According to the PEA, released in September, Sable can be developed with US$147.4 million in initial capex and US$20 million in sustaining capital.

The study projected Sable’s internal rate of return at 17.3% and an incremental after-tax net present value of US$233 million. The study used a discount rate of 7%.

The PEA is based on production of 9 million carats at a grade of 0.8 carat per tonne and a diamond value of US$190 per carat.

Although it’s small, Sable lies in the project’s Core zone, meaning Dominion owns 88.9% of the pipe. Moreover, Sable is already fully permitted, as opposed to Jay, where permitting is expected to be completed in 2016.

As part of the Buffer zone at the mine, Dominion owns only 65.3% of the Jay pipe.

The company sees the project sharing infrastructure and equipment with Jay. Together, the two pipes should keep the processing plant at capacity until 2033, with mining at Sable ending in 2027.

Dominion foresees development at Sable beginning in the first half of 2016, with construction of rock dams and infrastructure in 2017, dewatering and prestripping in 2018, and production from Sable starting in 2019.

A prefeasibility on Sable is under way.

Indicated resources stand at 15.4 million tonnes grading 0.8 carat per tonne for 11.7 million carats, on a 100% basis.

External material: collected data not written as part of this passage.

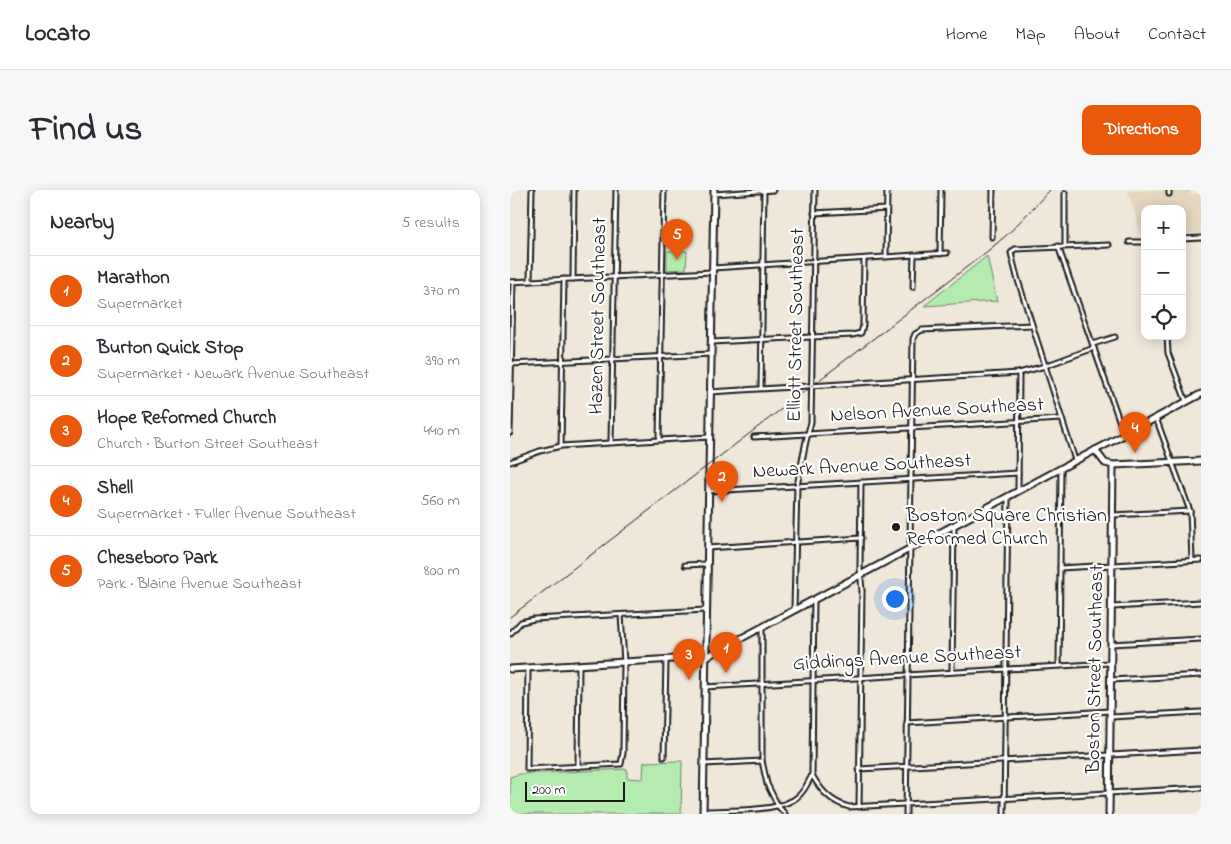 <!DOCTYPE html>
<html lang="en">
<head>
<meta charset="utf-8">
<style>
	:root { --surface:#fff; --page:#f7f7f7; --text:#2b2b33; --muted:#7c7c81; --line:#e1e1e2; --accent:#ea580c }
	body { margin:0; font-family:"Indie Flower",sans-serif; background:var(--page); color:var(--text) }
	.controls { position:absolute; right:15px; top:15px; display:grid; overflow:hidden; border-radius:10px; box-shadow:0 2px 12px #0003 }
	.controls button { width:45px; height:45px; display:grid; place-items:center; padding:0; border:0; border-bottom:1px solid var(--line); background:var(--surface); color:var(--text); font:25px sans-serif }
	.scale { position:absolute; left:15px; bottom:12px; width:100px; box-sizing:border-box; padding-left:5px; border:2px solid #1c1c1c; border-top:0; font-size:14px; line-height:18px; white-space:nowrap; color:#1c1c1c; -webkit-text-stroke:4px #fff; paint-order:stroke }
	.you { position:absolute; left:384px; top:408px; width:18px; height:18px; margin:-12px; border:4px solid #fff; border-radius:50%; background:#1a73e8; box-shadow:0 0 0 8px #1a73e833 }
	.badge { display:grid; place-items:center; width:32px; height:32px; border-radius:50%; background:var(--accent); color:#fff; font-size:16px; font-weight:700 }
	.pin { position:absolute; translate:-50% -41px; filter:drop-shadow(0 1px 2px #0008) }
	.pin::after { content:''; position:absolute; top:26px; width:18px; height:15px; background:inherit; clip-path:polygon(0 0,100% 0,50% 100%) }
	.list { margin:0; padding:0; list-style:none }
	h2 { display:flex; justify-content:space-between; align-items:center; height:65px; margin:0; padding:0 20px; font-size:21px }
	h2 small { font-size:16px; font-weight:400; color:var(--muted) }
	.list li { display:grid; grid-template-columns:32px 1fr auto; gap:15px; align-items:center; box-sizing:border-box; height:70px; padding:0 20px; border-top:1px solid var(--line) }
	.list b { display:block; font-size:19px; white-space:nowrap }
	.list p { margin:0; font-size:16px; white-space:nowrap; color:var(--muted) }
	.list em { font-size:16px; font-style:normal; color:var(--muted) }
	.icon { flex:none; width:28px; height:28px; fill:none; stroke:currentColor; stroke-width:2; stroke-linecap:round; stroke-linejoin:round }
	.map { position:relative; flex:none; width:691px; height:624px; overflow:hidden; border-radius:10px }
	header { display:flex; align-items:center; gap:30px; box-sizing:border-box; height:70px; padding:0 25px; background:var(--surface); border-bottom:1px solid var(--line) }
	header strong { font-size:24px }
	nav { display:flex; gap:28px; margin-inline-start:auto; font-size:18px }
	.intro { display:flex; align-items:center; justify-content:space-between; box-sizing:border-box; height:120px; padding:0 30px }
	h1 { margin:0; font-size:35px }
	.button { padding:12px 22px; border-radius:10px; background:var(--accent); color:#fff; font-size:18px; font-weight:700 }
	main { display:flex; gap:30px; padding:0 30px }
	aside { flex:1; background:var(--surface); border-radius:10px; box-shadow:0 2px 12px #0003 }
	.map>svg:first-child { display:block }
	.built { fill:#e4d6be }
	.green { fill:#b4ecaf; stroke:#688466 }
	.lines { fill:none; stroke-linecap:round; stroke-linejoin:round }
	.street-casing { stroke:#1c1c1c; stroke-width:7 }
	.secondary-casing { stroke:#1c1c1c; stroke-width:9 }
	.street { stroke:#fff; stroke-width:3 }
	.secondary { stroke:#fff; stroke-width:5 }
	.rail { stroke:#1c1c1c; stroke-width:1 }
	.poi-dot { fill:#1c1c1c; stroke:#fff; stroke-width:2 }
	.labels { text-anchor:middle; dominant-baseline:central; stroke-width:4.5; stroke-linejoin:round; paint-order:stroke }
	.street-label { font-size:20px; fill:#1c1c1c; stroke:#fff }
	.poi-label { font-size:20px; fill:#1c1c1c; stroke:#fff; text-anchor:start }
</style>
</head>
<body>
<header>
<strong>Locato</strong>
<nav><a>Home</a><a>Map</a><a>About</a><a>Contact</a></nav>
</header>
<div class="intro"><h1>Find us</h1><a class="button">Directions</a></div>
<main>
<aside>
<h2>Nearby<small>5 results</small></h2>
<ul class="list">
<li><span class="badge">1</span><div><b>Marathon</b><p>Supermarket</p></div><em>370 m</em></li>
<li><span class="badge">2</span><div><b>Burton Quick Stop</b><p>Supermarket · Newark Avenue Southeast</p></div><em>390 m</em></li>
<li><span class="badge">3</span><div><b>Hope Reformed Church</b><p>Church · Burton Street Southeast</p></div><em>440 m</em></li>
<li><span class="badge">4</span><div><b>Shell</b><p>Supermarket · Fuller Avenue Southeast</p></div><em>560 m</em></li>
<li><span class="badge">5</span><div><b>Cheseboro Park</b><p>Park · Blaine Avenue Southeast</p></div><em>800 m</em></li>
</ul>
</aside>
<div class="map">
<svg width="691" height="624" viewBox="0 0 691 624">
	<rect width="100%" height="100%" fill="#efe7d9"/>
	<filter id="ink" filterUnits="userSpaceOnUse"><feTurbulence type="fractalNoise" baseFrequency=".02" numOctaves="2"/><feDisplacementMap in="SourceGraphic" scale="10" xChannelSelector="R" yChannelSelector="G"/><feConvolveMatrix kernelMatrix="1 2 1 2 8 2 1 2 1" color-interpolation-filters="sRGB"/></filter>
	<g filter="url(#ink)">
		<polygon class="built" points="656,0 657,7 662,6 662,0 681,0 680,3 682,4 691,4 691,43 672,45 672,19 635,19 635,47 632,47 618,1"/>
		<g class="green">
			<polygon points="157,61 177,61 176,79 157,80"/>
			<polygon points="477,66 487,111 414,116"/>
			<polygon points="172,571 171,624 0,624 0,587 10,584 117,579 117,588 133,589 134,572"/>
		</g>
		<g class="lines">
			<defs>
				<g id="street">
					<polyline points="204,4 263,0"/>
					<polyline points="659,4 659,0"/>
					<polyline points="304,23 377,19"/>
					<polyline points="482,47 483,0"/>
					<polyline points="672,49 691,48"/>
					<polyline points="619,52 635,52"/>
					<polyline points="548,56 614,244"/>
					<polyline points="555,56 555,3"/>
					<polyline points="430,64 431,0"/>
					<polyline points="376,67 377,0"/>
					<polyline points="203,78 437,63"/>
					<polyline points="63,89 64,0"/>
					<polyline points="20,91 22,0"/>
					<polyline points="0,92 202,82"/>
					<polyline points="403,97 404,65"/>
					<polyline points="657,146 658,163 676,211"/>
					<polyline points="202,152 342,145 351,143 353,135 354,69"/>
					<polyline points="583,154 605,147"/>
					<polyline points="1,174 201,164"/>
					<polyline points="251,198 254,0"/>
					<polyline points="200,202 509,183 535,176 584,158"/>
					<polyline points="646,228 680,321 682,370"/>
					<polyline points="0,243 3,92"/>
					<polyline points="244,247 551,229"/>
					<polyline points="149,249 154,0"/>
					<polyline points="101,252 106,0"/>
					<polyline points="51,256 54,89"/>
					<polyline points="565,270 507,87 501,63 505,59 599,55"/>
					<polyline points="0,272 30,261 51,256 199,247"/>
					<polyline points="508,300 509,183"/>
					<polyline points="199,301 508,283"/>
					<polyline points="603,325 680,321"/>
					<polyline points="197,358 351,348"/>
					<polyline points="175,375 197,374"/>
					<polyline points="550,378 691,370"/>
					<polyline points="602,417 691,412"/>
					<polyline points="284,419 287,296 296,251 301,232 305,0"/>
					<polyline points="252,438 252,571 257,594 268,616 275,624"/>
					<polyline points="0,444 11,432 24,429 196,420"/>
					<polyline points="601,454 691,449"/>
					<polyline points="549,476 551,278"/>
					<polyline points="18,478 17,579 111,574 113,563 114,472 111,425"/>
					<polyline points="442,482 444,335"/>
					<polyline points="601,490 691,485"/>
					<polyline points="195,497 600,473"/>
					<polyline points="601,527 691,522"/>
					<polyline points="397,533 600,521"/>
					<polyline points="154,567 156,470"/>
					<polyline points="194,574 252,571"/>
					<polyline points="68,577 69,475"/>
					<polyline points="349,579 691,560"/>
					<path d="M302,585c9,16 19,27 37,32l352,-19"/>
					<polyline points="349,617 352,401 350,378 351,292"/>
					<path d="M193,621c24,-1 70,1 90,-11 9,-5 14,-15 19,-25l2,-176"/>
					<polyline points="396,624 403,149 405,144 412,140 522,135"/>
					<polyline points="494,624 498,307"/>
				</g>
				<g id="secondary">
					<polyline points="585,260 595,273 603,275 691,271"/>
					<polyline points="0,479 196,467 691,204"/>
					<polyline points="193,624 204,0"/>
					<polyline points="599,624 603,275"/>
				</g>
			</defs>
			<use href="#street" class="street-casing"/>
			<use href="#secondary" class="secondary-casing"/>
			<use href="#street" class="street"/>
			<use href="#secondary" class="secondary"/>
			<polyline class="rail" points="0,427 479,60 500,42 540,0"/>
		</g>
	</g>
	<circle class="poi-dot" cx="386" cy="337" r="5"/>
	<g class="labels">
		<g class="street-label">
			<text transform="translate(89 126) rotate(-89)">Hazen Street Southeast</text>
			<text transform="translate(287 135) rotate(-89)">Elliott Street Southeast</text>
			<text transform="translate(427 221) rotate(-3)">Nelson Avenue Southeast</text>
			<text transform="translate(352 277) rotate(-3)">Newark Avenue Southeast</text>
			<text transform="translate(397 469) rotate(-3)">Giddings Avenue Southeast</text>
			<text transform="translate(586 479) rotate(-89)">Boston Street Southeast</text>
		</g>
		<g class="poi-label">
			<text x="396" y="326">Boston Square Christian<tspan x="396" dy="23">Reformed Church</tspan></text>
		</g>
	</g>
</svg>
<div class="controls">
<button>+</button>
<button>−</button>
<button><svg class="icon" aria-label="locate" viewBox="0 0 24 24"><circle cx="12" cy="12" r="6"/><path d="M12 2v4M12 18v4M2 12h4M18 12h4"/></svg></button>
</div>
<div class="scale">200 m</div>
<div class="you"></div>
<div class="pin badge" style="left:216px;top:483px">1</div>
<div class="pin badge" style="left:212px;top:312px">2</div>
<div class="pin badge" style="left:179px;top:490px">3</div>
<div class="pin badge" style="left:625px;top:263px">4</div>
<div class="pin badge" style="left:167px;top:70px">5</div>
</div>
</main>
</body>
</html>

The Jay pipe prefeasibility pegged initial development costs at US$657 million, with an after-tax, internal rate of return of 16% and a net present value of US$610 million. By itself, Jay is projected to add 11 years of mine life to Ekati, which is now slated for closure in 2020. The pipe holds probable reserves of 84.6 million carats contained in 45.6 million tonnes grading 1.9 carats per tonne.